Good budgets always prioritise the delivery of strategic outcomes (i.e. money is spent with a clear purpose) and are achievable (perhaps at a stretch) rather than unrealistic. You should always aim to set a budget and then beat it rather than fall short!
Here are six tips to help create a successful budgeting process for your club.
Use the best information available
The budget should be developed through combining the best information from the management committee, any key staff and relevant subcommittee members. This approach helps ensure that the budget is based on realistic assumptions, accounts for all expected sources of revenue and expenses and drives the club’s strategic objectives.

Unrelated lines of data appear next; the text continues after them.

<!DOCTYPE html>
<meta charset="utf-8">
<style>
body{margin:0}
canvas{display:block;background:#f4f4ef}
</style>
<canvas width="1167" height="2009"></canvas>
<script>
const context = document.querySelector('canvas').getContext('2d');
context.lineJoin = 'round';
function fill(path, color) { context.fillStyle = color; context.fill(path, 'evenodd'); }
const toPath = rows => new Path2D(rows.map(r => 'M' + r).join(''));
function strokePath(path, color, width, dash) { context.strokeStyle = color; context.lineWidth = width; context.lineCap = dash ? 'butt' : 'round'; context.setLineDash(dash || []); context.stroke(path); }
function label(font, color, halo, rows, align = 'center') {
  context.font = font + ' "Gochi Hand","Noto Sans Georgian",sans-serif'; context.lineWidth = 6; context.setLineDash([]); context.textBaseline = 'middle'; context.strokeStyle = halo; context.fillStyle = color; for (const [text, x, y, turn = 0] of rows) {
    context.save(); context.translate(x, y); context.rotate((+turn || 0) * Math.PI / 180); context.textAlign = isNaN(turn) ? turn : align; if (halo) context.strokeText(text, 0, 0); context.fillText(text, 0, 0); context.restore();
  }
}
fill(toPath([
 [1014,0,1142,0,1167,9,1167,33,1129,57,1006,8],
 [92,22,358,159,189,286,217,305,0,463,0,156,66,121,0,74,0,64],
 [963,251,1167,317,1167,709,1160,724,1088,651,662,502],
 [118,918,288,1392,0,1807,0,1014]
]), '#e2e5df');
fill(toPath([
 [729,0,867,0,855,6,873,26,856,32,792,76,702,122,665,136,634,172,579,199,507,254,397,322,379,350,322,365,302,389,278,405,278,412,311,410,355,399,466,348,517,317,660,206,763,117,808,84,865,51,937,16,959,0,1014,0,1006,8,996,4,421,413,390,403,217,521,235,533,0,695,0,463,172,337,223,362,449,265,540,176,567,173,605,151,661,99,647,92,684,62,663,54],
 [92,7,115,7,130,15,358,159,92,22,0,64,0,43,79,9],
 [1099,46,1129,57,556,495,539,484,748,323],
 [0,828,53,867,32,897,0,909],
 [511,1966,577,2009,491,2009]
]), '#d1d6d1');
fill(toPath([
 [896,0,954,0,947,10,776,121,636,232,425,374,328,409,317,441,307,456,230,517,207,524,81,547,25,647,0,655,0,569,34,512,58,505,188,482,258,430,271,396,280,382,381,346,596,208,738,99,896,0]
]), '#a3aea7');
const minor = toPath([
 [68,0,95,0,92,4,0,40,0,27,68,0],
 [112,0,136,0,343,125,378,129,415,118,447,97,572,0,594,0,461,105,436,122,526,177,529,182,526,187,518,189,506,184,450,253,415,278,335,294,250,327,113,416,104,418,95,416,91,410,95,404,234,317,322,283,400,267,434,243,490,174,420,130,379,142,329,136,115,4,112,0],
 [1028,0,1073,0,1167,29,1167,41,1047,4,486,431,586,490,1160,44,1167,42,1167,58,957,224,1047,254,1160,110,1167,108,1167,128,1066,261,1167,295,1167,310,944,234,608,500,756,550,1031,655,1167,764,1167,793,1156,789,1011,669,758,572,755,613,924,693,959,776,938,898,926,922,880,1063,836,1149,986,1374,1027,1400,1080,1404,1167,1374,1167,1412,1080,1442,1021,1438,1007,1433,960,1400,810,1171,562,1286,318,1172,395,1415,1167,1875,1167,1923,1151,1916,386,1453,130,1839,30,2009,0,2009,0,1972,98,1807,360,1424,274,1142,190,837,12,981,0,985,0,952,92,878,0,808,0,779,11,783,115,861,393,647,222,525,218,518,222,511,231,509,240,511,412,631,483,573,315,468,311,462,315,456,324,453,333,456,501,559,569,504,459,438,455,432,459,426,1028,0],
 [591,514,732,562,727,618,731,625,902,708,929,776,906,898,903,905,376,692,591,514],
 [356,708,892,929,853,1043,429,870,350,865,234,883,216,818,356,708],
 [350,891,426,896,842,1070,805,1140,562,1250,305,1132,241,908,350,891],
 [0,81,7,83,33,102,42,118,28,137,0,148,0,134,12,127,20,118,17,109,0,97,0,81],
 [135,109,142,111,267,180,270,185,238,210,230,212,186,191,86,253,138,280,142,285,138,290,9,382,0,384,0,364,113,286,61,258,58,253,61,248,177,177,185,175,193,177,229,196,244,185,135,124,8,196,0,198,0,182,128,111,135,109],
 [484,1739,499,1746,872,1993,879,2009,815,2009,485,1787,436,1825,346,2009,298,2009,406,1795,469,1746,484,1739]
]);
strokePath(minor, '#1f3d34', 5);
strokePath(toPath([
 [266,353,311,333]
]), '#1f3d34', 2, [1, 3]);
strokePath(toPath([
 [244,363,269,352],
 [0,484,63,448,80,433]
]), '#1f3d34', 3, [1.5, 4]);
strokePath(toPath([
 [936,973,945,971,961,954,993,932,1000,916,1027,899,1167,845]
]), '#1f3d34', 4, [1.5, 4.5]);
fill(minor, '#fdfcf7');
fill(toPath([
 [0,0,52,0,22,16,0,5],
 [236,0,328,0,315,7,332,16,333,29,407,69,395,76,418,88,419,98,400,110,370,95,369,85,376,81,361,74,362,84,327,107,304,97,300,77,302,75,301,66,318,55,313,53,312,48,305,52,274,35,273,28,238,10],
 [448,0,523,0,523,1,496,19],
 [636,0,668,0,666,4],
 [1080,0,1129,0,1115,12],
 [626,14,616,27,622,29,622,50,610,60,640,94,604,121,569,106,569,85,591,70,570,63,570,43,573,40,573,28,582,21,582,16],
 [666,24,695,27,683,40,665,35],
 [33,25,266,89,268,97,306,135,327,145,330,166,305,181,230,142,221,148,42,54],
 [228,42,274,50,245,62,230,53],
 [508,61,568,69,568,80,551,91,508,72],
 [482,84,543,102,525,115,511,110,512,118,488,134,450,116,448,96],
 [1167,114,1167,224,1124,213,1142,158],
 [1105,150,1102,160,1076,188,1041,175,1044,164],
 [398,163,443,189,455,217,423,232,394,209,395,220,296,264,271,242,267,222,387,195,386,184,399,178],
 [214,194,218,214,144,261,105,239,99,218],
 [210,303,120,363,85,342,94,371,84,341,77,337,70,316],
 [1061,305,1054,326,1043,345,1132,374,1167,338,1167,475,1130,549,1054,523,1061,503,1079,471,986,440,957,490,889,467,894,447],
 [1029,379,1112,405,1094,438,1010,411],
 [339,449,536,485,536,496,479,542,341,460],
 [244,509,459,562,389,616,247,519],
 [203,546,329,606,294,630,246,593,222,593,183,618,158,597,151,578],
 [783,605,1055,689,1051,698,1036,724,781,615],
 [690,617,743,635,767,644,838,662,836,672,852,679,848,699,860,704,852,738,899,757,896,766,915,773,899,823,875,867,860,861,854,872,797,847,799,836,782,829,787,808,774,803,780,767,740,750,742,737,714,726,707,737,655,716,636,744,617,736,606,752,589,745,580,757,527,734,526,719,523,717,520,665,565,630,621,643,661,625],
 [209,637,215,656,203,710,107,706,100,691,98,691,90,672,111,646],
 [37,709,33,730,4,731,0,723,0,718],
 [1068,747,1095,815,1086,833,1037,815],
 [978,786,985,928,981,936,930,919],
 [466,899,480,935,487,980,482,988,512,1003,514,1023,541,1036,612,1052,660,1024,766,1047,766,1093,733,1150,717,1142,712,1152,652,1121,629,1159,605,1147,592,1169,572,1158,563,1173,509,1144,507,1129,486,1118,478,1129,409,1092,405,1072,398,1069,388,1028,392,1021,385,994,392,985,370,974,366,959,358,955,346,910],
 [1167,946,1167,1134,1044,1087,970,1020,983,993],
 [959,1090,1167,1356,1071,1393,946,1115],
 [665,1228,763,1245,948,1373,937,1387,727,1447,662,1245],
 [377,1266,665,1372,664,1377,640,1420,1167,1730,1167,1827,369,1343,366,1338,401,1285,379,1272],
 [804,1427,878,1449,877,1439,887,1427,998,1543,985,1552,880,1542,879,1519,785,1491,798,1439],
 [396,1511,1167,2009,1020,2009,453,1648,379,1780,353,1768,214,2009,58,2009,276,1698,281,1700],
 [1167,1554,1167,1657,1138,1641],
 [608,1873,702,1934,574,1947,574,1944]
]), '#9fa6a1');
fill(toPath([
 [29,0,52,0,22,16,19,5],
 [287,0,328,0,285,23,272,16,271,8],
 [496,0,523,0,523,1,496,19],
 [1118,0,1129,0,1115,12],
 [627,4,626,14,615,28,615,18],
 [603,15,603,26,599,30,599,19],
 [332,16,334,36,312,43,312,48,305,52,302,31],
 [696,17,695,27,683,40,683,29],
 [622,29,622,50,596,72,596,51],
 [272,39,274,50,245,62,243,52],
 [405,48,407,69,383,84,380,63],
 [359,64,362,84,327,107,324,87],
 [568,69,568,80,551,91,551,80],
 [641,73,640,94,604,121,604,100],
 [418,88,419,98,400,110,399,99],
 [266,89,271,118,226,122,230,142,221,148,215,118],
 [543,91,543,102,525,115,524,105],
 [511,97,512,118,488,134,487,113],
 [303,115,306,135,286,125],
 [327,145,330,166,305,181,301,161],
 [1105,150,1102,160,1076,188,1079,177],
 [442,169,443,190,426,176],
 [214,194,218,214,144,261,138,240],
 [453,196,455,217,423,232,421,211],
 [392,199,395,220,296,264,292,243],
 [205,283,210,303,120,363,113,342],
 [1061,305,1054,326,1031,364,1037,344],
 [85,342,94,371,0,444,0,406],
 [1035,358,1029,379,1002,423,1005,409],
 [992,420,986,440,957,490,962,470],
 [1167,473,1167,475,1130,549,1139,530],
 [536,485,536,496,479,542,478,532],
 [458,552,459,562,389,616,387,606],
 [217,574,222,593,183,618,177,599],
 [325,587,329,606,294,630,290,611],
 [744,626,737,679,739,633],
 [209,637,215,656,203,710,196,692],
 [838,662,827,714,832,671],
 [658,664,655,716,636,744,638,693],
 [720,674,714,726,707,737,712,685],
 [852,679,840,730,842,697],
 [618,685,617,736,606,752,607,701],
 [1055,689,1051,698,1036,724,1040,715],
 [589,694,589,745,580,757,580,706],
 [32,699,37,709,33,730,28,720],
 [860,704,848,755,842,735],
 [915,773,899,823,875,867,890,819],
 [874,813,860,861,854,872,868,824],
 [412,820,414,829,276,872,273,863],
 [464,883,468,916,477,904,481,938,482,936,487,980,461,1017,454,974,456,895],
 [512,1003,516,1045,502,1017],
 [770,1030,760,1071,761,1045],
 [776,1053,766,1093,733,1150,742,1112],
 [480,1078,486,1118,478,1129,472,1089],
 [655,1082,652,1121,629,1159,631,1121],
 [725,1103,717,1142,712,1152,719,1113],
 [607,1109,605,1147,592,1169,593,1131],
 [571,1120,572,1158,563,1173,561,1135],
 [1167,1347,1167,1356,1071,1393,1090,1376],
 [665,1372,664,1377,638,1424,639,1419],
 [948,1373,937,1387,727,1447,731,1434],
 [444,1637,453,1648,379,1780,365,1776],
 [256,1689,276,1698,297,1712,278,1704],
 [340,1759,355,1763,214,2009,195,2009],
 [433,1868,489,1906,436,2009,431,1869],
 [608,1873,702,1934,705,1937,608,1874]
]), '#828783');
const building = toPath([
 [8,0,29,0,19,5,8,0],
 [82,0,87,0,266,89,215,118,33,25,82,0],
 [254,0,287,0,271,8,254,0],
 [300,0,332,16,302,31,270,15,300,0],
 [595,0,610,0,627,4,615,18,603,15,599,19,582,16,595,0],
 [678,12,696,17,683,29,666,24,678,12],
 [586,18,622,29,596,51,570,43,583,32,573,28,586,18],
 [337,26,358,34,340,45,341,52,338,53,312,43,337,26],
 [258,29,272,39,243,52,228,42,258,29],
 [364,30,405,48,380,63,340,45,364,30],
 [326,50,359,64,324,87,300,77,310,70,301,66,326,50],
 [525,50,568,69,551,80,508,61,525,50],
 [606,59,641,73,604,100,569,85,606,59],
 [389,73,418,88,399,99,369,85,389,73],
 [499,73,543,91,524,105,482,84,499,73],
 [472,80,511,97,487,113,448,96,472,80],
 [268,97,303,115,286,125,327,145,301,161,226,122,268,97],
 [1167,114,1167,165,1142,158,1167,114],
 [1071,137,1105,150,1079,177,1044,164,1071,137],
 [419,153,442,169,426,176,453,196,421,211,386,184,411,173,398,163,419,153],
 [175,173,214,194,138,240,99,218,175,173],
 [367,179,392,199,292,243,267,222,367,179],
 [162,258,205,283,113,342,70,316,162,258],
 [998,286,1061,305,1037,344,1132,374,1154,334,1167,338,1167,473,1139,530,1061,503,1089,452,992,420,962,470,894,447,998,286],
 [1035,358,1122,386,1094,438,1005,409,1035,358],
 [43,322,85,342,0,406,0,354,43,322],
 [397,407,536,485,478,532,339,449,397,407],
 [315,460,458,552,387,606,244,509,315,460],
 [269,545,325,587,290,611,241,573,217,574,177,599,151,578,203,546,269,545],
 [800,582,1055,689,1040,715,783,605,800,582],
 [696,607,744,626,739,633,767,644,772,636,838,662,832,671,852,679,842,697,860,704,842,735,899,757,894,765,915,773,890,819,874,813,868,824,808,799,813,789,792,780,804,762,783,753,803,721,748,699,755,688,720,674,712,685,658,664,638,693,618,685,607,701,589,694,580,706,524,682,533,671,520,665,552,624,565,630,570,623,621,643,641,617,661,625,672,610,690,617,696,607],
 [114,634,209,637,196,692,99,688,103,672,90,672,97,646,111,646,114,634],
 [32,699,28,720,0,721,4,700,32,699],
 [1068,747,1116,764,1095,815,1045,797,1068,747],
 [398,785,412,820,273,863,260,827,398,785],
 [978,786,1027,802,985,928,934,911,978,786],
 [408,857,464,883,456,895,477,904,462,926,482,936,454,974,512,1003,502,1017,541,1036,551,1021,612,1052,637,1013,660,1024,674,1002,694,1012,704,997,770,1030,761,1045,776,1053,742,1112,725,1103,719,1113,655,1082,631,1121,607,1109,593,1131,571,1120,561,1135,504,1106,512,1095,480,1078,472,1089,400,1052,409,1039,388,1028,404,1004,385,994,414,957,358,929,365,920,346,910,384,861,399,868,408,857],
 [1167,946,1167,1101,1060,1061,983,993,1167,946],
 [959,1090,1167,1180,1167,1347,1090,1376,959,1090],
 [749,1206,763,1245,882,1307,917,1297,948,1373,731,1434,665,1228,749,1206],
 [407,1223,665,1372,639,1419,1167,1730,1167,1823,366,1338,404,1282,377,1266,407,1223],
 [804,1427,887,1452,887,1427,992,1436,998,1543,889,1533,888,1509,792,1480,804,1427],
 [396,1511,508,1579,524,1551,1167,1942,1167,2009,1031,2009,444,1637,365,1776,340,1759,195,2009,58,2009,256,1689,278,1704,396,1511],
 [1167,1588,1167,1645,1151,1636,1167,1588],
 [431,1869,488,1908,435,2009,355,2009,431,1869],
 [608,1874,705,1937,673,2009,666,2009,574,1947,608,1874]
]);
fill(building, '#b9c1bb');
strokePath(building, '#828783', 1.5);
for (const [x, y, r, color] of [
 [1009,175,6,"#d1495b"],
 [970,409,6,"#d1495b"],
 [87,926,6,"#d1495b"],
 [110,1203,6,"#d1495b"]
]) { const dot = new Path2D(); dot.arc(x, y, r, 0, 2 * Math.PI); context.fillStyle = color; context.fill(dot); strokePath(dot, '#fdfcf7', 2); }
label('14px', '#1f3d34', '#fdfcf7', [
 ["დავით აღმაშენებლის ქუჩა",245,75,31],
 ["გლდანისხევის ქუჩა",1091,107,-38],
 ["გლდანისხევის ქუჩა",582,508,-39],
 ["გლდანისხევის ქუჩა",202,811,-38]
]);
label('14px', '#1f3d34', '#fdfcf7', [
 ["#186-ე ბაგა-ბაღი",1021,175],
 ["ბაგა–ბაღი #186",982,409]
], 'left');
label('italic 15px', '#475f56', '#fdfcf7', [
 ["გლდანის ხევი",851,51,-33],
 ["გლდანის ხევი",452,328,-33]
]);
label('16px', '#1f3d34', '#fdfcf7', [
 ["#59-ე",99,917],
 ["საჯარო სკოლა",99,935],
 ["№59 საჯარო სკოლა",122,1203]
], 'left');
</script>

Be conservative and realistic
Ideally, your club will generate enough revenue to cover all your expenses and have a surplus left over, remembering that it is wise to be conservative when estimating your income and realistic when estimating your expenditure.
Your budget should always aim to achieve a profit, or surplus, by having more income than expenses. This doesn’t mean not spending anything or not delivering any services – your members will walk if you don’t keep working for them. It does mean not wasting money which could be used for unforeseen expenses like equipment repairs, or for building a stronger club in the future.
If the budget process predicts an unacceptable loss, the management committee will have to find ways to either generate more revenue or reduce expenses.
Contribute to a sinking fund
Be aware of your tenure obligations (e.g. through your lease) and make regular contributions to your sinking fund to cover the future expenses that you are responsible for.
Did you know? A sinking fund is a long-term savings initiative to cover significant future expenses. For example, a sinking fund could cover replacement of your floodlights, refurbishment of the clubhouse or replacement of assets that reach the end of their serviceable lives.
Clubs that rely upon grants or hope that UQ will come to the rescue are failing to plan for their long-term sustainability.
Maximise income potential
Budgets aren’t solely about containing expenses – they also should identify income streams that can be worked to increase cash flow. How can you boost income? The section: Planning on fundraising and Sponsorship will help in this regard.
Establish the budget early
The budgeting process should be completed well in advance of the start of your financial year, particularly as it will frame the club’s activities to come, including how it will achieve any strategic goals for that year.
Select the right budgeting approach
Will your budget be ‘zero-based’ or based on last year’s performance? Zero-based budgeting starts from scratch and might work best for a new or substantially re-jigged club, while basing the budget on previous performance involves using the experience of past financial statements and incorporating assumptions about the year to come.
Monitor
Monitoring the budget regularly (at every management committee meeting for e.g.) helps you to proactively manage the club’s finances before an issue becomes critical and to understand trends as they emerge. Scenario planning can be helpful to consider different possibilities such as significant decreases in revenue or unexpected expenses.
Your financial statements offer a comparison between what you planned for (budgeted) and what is actually happening. They act as a place marker on your financial map and indicate when you are on the right path or when you have veered off it.
Sometimes this veering off is due to unforeseen circumstances, like a fuel price increase that blows your travel budget, or perhaps it indicates that something in the budget process wasn’t accurate. Either way, this regular progress report allows the management committee to make any planning adjustments necessary to ensure you reach your budget destination in good shape.